(Dataset entries)
------------------------------------------------------------
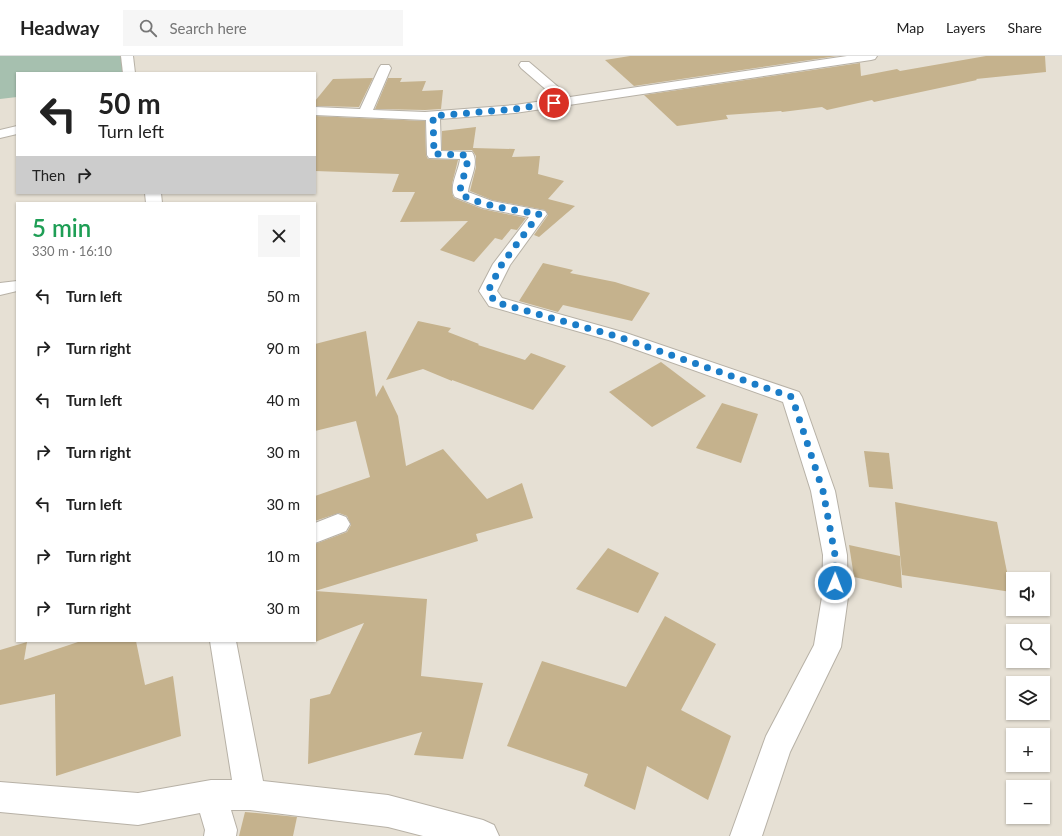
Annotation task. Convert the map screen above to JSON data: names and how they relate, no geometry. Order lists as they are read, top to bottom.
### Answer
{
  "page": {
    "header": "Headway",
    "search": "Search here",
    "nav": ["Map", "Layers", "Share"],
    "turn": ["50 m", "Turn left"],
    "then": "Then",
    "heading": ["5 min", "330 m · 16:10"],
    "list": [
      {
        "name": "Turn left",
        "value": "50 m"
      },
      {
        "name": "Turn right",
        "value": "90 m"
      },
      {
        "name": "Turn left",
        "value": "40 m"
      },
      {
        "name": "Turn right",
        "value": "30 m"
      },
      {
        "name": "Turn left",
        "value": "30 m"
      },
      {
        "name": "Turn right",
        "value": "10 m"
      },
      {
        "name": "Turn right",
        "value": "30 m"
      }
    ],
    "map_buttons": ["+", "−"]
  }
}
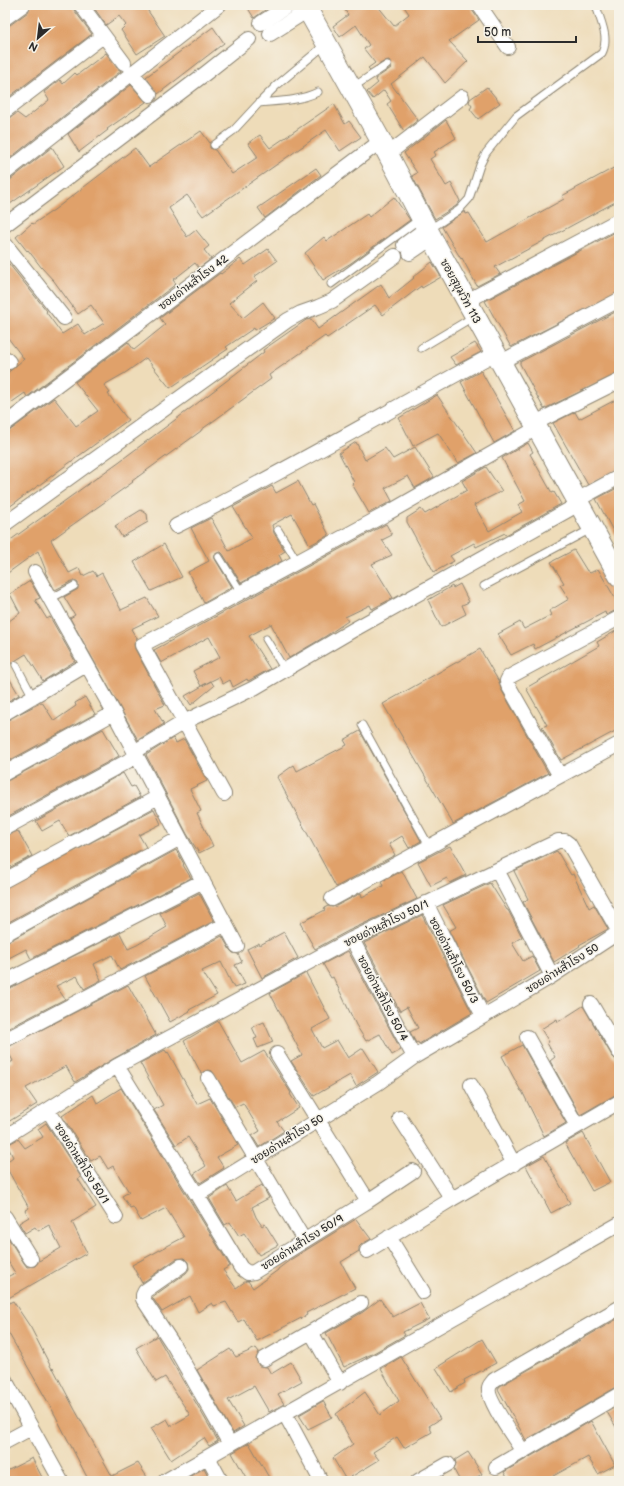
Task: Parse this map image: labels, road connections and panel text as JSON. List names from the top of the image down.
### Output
------------------------------------------------------------
• _Action item_:
How many lines in the data contain the string "JSON"? Respond with the number only.

• _Response to the exercise_:
2